Austria has plenty of locations with mountainous backdrops and gentle slopes which make it ideal for skiers – and those who take to take a few pro snaps while they’re at it. Styria, Salzburg, Vorarlberg and Tyrol are just a few of the places in which you can find nice resorts and picking a suitable one is simply a matter of costs, altitude, weather, and your knowledge on skiing.
Where to stay in Austria
Austria has a dozen charming villages that offer fantastic runs with some more suited for young children and teens, and others designed to meet the needs of first timers who want time away from crowds. Advanced skiers should head to St Anton in Tyrol for some of the most challenging terrain, while decent baby slopes can be found around Ellmau and the Kaprun portion of Zell am See ski region.

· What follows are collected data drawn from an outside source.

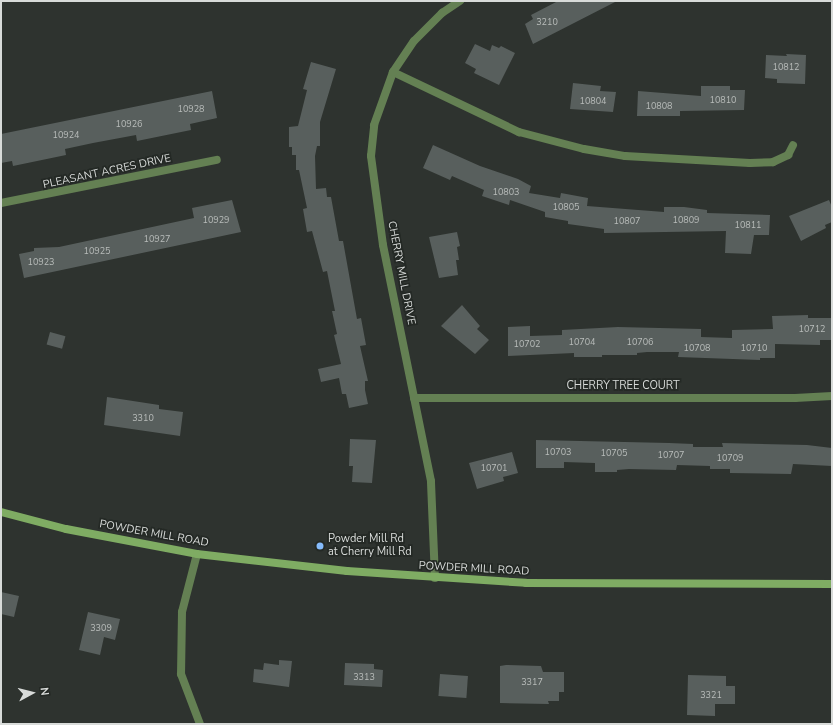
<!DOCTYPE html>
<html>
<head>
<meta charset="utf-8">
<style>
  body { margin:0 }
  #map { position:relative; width:833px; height:725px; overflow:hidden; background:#2e332f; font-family:"Nunito Sans",sans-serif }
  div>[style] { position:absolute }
  .building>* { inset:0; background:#585f5d; transform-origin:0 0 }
  .minor>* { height:8px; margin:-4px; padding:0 4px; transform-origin:4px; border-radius:4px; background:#648053 }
  .secondary>* { height:8px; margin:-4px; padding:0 4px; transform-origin:4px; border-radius:4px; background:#7fac63 }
  .dots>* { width:11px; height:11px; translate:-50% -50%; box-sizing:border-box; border:2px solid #242925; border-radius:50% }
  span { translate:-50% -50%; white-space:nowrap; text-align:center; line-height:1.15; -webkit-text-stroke:3.5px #242925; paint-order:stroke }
  .number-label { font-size:9px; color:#b8bcba }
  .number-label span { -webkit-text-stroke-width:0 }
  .street-label { font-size:11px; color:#d8dbd9 }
  .poi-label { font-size:11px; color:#d8dbd9 }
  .left { translate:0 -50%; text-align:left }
  .frame { position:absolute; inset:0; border:2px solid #d8dbd9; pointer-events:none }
  .north { position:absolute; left:12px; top:673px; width:40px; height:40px; -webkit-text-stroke:3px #242925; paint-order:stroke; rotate:83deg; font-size:11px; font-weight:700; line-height:16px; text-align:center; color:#d8dbd9 }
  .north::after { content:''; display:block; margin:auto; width:14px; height:18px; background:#d8dbd9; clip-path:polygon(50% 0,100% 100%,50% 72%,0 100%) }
</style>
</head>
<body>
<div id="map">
  <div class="building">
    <div style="clip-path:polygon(558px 1px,617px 1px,533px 44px,525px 24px,533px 19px,531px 15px)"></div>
    <div style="clip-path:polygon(475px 44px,490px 51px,492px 45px,499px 48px,501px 46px,515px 53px,499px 85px,474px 73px,476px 69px,465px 63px)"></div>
    <div style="clip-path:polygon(786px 54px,806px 55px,805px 84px,777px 83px,777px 79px,765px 78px,766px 55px,787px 56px)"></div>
    <div style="clip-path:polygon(311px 62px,336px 69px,320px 122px,320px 146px,317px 146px,315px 156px,316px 189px,326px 188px,327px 197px,331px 197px,339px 241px,343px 241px,357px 319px,361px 318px,366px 345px,360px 346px,368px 381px,365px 381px,365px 390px,368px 404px,349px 408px,346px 394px,342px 394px,339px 378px,321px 382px,318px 369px,341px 364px,334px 335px,337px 334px,332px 311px,335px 311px,327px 271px,323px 272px,312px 231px,307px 232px,303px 209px,307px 208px,299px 170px,296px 170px,296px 155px,292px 155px,292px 147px,289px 147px,289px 127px,298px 126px,307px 90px,303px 89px)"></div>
    <div style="clip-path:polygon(573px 83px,601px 86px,600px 91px,616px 92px,613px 112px,570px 109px)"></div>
    <div style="clip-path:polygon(701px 86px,730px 86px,730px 90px,745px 90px,744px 110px,680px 111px,680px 116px,637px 116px,638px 91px,701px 96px)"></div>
    <div style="clip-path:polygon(212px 91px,217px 118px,190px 124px,191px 130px,137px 141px,136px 135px,93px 143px,65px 149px,66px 155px,13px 166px,12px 161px,1px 163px,1px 134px)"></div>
    <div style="clip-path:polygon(433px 145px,480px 166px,518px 179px,531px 186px,529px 193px,560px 198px,561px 193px,588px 198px,587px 206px,664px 212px,664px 207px,684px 207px,707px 210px,707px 213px,770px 215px,769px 235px,754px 235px,751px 254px,725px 253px,726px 231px,604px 233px,604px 229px,568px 224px,568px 221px,545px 217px,545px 212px,510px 200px,509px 205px,482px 196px,484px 190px,452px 176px,450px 180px,423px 168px)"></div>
    <div style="clip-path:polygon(232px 200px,241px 232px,24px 278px,19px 254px,34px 251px,34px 248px,59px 247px,194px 218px,192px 208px)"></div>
    <div style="clip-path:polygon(829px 200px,832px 207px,832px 222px,825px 225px,826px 228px,801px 241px,789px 216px)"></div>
    <div style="clip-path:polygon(457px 232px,460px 246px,457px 247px,459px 260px,456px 260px,458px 275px,439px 278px,429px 237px)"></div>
    <div style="clip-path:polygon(462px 305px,480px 326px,477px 329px,489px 340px,475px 354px,441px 326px)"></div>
    <div style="clip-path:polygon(808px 315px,808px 318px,832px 318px,832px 340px,820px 340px,820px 345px,775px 344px,775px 358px,760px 358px,760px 360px,678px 357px,679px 352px,647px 352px,637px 353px,637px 355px,602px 355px,602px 357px,574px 357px,574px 353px,508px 356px,508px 327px,530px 326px,530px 336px,562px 335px,562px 330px,618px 327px,701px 329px,701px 337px,732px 338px,732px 330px,773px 329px,772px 316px)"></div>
    <div style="left:50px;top:332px;width:16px;height:13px;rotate:15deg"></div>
    <div style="clip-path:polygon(107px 397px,159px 405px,159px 409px,183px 412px,180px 436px,104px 425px)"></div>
    <div style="clip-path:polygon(350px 439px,376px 440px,372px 483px,352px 482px,353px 466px,349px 466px)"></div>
    <div style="clip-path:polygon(536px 440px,669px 443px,693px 444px,693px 447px,723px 447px,722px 443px,807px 445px,832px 448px,832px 466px,793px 464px,791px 474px,730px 473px,730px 469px,710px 469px,710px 466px,677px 465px,676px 470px,629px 469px,617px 470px,617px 472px,595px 472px,595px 463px,564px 462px,564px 468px,536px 468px)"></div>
    <div style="clip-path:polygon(512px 452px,518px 473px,503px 477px,504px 481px,477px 489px,469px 463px)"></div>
    <div style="clip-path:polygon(1px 592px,19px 596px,14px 617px,1px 614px)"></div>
    <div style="clip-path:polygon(88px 612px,120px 619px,115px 640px,104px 637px,100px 655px,79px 650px)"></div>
    <div style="clip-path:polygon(279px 660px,292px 661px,289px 687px,253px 682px,254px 669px,263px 670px,264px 663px,279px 665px)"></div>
    <div style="clip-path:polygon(345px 663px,374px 664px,374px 669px,383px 670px,382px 687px,344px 685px)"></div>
    <div style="clip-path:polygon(506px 665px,541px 666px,543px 672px,564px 672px,564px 692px,559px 692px,559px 701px,548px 701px,549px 704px,500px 703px,500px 666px)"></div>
    <div style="left:440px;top:674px;width:28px;height:22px;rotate:4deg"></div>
    <div style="clip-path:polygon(688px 675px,726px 676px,726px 686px,735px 686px,735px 704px,715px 704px,715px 716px,687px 715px)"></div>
  </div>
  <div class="minor">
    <div style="left:393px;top:72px;width:140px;rotate:25.5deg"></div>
    <div style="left:519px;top:132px;width:67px;rotate:14.7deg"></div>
    <div style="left:584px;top:149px;width:42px;rotate:9.7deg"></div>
    <div style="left:625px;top:156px;width:125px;rotate:3.2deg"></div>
    <div style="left:750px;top:163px;width:23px;rotate:-2deg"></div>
    <div style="left:773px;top:162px;width:17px;rotate:-25deg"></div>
    <div style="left:788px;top:155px;width:11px;rotate:-63deg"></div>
    <div style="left:1px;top:203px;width:220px;rotate:-11.3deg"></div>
    <div style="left:414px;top:398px;width:381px"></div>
    <div style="left:795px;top:398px;width:37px;rotate:-3deg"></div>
    <div style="left:197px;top:554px;width:60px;rotate:104.5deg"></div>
    <div style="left:182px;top:612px;width:62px;rotate:90.9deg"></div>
    <div style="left:181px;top:674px;width:53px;rotate:69.2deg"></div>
    <div style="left:435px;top:578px;width:97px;rotate:-92.4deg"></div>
    <div style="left:431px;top:481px;width:241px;rotate:-101.5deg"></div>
    <div style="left:383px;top:245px;width:90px;rotate:-97.7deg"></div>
    <div style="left:371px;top:156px;width:31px;rotate:-84deg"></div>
    <div style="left:374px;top:125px;width:56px;rotate:-70.3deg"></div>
    <div style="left:393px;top:72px;width:37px;rotate:-56deg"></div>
    <div style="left:414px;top:41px;width:40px;rotate:-45deg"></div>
    <div style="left:442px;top:13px;width:22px;rotate:-34deg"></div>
  </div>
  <div class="secondary">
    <div style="left:1px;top:512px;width:67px;rotate:14.7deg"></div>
    <div style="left:66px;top:529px;width:133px;rotate:10.8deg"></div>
    <div style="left:197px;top:554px;width:151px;rotate:6.5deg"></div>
    <div style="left:347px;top:571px;width:179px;rotate:3.8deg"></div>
    <div style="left:526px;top:583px;width:306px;rotate:0.2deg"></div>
  </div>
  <div class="dots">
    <div style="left:320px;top:546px;background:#85bbfb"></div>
  </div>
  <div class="number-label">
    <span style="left:547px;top:22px">3210</span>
    <span style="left:786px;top:67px">10812</span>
    <span style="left:723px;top:100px">10810</span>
    <span style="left:593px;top:101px">10804</span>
    <span style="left:659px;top:106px">10808</span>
    <span style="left:191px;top:109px">10928</span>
    <span style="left:129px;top:124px">10926</span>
    <span style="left:66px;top:135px">10924</span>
    <span style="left:506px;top:192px">10803</span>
    <span style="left:566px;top:207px">10805</span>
    <span style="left:216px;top:220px">10929</span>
    <span style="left:686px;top:220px">10809</span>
    <span style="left:627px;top:221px">10807</span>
    <span style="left:748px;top:225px">10811</span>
    <span style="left:157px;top:239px">10927</span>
    <span style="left:97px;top:251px">10925</span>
    <span style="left:41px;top:262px">10923</span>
    <span style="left:812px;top:329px">10712</span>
    <span style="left:582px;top:342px">10704</span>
    <span style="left:640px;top:342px">10706</span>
    <span style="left:527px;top:344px">10702</span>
    <span style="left:697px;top:348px">10708</span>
    <span style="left:754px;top:348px">10710</span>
    <span style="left:143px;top:418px">3310</span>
    <span style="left:558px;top:452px">10703</span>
    <span style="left:614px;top:453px">10705</span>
    <span style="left:671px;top:455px">10707</span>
    <span style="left:730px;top:458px">10709</span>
    <span style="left:494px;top:468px">10701</span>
    <span style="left:101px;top:628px">3309</span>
    <span style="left:364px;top:677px">3313</span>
    <span style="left:532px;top:682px">3317</span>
    <span style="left:711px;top:695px">3321</span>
  </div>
  <div class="street-label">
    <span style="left:107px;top:172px;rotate:-12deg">PLEASANT ACRES DRIVE</span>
    <span style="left:401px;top:273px;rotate:79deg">CHERRY MILL DRIVE</span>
    <span style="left:623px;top:386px">CHERRY TREE COURT</span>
    <span style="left:154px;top:534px;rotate:10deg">POWDER MILL ROAD</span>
    <span style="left:474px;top:569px;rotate:3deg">POWDER MILL ROAD</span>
  </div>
  <div class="poi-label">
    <span class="left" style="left:328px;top:546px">Powder Mill Rd<br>at Cherry Mill Rd</span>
  </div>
  <div class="frame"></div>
  <div class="north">N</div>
</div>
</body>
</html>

If you’re looking for elegant ski chalets, Austria, first check your priorities. Do you want a catered ski experience with an experienced chef on hand when you come in from a long day’s adventuring? Or do you prefer to check in and out as you please in self-catered accommodation, and save a little more cash for the après ski? In some locations, you’ll also find ski-in ski-out chalets where you can strap on your equipment and head straight out of the door.
Taking shots out on the slopes
If you love photography, you will not want to miss out on the great opportunities that fellow skiers present. The main variables to watch out for in Austria are dramatic changes in lighting, extreme weather and the speed of the skiers, which can make or break the quality of your photos.
Take the time to make certain that the camera exposure is right – the light bouncing off the snow can cause very overexposed images if you don’t make adjustments. Make a few light meter readings from your skin and allow an extra half or full stop to adjust.
Try to introduce a little contrast when you’re framing shots to avoid a blank expanse of snow but don’t rule out using the flash to illuminate human subjects. The main aim for ski photographers is motion capture, so line up your subjects so that they’re coming towards you to reduce the risk of blur.
Dealing with the weather conditions is a matter of camera care. Crouching at a low angle can for example enable you to take captivating airborne photos of a jumping skier but if your photography gear isn’t properly sealed, it can get damaged even before you start using it. Purchase a rain cover and think about the temperature as well – minus degrees aren’t good for taking photos, so you might want to keep it inside your ski jacket until the last minute.
Whether your passion lies with the most thrilling black runs or your camera, Austria is a great place to see some action on the slopes.